14. The method of claim 2, wherein the tastant is a molecule from food or beverage, a medicament, a component of the medicament, a breakdown product of the component of the medicament, a preservative, a nutritional supplement, a medical or dental composition, an oral film, a cosmetic, a metallic salt, a composition used in pest control, soap, shampoo, toothpaste, mouthwash, mouthrinse, denture adhesive, glue on the surface of stamps or glue on the surface of envelopes.

15. The method of claim 14 wherein the component of the medicament is a vehicle for the medicament.

16. The method of claim 1 wherein the effect of the compound, tastant, modulator or mimic is on a signaling molecule.

17. The method of claim 16 wherein the signaling molecule is selected from a group comprising: cAMP, cGMP, IP₃, DAG, PDE and Ca²⁺.

18. The method of claim 1 wherein the effect of the compound, tastant, modulator or mimic is evaluated by measuring levels of ions, phosphorylation, dephosphorylation or transcription.

19. The method of claim 1 wherein the effect of the compound, tastant, modulator or mimic is evaluated by detecting changes in levels of ions, phosphorylation, dephosphorylation or transcription.

20. The method of claim 1 wherein the effect of the compound, tastant, modulator or mimic is evaluated by measuring levels of cAMP, cGMP, IP₃, DAG, PDE or Ca²⁺.

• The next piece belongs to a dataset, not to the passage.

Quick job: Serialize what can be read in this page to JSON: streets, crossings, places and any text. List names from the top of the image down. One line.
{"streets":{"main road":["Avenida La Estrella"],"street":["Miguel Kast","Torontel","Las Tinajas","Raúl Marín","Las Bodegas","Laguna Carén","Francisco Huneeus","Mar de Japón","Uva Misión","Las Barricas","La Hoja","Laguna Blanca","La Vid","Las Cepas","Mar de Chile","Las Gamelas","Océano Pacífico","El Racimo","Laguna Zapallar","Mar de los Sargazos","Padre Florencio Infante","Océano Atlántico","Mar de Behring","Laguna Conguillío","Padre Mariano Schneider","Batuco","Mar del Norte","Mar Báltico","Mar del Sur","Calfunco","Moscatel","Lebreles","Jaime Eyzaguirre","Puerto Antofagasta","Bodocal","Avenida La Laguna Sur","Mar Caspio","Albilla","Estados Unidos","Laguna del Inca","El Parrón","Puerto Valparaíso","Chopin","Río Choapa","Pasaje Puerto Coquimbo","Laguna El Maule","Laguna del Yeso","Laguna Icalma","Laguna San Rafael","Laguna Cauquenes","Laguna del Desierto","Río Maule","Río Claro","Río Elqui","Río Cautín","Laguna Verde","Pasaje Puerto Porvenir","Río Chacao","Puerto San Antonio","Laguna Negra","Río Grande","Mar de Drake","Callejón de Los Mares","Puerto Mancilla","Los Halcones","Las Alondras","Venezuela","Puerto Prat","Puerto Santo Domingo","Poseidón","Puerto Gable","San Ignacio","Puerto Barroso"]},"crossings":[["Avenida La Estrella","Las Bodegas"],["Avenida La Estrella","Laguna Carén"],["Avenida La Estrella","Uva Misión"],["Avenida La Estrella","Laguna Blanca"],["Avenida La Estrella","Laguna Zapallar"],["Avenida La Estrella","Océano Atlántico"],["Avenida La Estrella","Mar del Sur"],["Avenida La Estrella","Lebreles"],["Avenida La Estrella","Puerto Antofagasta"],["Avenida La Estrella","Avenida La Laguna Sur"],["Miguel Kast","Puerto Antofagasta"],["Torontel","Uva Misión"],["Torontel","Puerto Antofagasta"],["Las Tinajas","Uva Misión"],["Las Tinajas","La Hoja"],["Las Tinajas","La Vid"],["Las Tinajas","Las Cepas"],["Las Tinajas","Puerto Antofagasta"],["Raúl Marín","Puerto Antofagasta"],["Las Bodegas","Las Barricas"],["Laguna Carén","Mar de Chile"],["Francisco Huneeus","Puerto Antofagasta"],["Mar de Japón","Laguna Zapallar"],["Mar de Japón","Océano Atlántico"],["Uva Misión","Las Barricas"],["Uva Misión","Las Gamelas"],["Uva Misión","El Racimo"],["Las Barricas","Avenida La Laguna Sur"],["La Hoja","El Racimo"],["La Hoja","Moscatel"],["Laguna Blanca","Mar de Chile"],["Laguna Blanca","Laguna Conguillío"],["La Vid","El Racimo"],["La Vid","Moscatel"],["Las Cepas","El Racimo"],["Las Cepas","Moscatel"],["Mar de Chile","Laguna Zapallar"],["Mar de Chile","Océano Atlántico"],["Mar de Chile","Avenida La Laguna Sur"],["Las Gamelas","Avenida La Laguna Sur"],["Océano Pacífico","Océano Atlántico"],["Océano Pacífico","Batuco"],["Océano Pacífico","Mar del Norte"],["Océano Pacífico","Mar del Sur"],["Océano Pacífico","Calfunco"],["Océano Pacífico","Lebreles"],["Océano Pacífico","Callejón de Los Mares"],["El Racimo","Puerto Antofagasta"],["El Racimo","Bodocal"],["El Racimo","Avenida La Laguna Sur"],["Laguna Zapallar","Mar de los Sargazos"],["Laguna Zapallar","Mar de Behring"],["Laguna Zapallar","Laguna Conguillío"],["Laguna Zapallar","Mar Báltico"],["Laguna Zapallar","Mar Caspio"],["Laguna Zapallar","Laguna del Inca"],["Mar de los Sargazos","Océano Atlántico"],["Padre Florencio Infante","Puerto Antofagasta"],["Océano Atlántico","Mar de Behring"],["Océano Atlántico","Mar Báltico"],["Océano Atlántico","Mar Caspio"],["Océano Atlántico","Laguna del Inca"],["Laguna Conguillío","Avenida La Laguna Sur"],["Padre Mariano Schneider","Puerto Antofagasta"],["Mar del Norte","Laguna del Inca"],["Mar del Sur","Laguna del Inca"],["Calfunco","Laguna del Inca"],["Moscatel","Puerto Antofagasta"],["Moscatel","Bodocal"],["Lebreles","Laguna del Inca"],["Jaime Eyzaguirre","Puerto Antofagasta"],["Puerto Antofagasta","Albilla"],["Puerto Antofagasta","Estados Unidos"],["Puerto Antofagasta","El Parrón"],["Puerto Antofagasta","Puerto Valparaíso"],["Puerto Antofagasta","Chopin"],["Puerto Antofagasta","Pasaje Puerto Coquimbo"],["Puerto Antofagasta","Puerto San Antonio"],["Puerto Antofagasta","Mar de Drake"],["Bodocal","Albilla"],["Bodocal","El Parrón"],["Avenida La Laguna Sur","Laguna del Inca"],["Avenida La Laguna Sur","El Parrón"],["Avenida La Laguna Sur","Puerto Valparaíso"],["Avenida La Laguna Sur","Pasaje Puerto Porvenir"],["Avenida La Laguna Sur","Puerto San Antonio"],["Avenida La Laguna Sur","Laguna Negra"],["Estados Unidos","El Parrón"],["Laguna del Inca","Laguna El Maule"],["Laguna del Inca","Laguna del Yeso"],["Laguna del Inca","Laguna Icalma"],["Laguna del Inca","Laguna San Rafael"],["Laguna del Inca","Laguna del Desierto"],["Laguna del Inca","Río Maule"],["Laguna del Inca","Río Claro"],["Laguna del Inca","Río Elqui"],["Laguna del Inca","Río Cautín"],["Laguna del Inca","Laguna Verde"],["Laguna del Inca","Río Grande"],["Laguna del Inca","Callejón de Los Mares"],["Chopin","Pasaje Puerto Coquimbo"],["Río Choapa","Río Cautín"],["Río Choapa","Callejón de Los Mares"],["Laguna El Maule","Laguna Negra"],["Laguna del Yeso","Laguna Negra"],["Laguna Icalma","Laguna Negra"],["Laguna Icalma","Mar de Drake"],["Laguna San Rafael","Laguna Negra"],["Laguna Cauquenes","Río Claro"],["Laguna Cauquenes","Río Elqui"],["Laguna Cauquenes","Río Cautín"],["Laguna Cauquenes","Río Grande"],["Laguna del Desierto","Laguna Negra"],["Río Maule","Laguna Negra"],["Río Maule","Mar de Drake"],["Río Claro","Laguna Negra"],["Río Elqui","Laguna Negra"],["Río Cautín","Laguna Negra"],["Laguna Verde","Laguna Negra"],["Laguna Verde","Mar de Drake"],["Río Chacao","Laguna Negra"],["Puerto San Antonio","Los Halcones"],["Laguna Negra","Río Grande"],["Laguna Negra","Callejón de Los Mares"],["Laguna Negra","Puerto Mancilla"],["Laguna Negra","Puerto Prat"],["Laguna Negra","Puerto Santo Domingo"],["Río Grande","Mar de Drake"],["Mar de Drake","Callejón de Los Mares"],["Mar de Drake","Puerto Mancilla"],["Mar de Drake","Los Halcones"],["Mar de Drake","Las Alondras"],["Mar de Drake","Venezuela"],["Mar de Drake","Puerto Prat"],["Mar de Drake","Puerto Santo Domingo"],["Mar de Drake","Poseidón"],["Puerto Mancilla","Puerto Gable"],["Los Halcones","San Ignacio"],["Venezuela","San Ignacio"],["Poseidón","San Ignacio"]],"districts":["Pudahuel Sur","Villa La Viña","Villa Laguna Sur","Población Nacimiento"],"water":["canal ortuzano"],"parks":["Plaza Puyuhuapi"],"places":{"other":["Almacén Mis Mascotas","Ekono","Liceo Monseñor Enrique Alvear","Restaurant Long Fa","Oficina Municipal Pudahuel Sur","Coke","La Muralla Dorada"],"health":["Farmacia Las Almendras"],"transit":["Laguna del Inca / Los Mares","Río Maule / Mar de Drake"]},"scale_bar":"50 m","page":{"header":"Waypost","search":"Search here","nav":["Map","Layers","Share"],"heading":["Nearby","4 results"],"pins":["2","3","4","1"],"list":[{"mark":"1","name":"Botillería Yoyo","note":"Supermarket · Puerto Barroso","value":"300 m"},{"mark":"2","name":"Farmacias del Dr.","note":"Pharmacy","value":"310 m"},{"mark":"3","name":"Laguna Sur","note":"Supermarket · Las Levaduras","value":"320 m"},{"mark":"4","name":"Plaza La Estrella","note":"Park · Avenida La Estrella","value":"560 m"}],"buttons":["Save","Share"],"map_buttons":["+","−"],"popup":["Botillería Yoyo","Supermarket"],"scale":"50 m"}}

21. The method of claim 1 wherein the effect of the compound, tastant, modulator or mimic is evaluated by detecting changes in levels of cAMP, cGMP, IP₃, DAG, PDE or Ca²⁺.

22. The method of claim 1 wherein the effect of the compound, tastant, modulator or mimic is evaluated using an immunoassay or a bioassay.

23. The method of claim 22 wherein the immunoassay or bioassay detects the one or more taste signaling proteins.

24. The method of claim 22 wherein the immunoassay or bioassay detects the synthesis or secretion of the one or more gastrointestinal protein hormones, neurotransmitters or soluble mediators.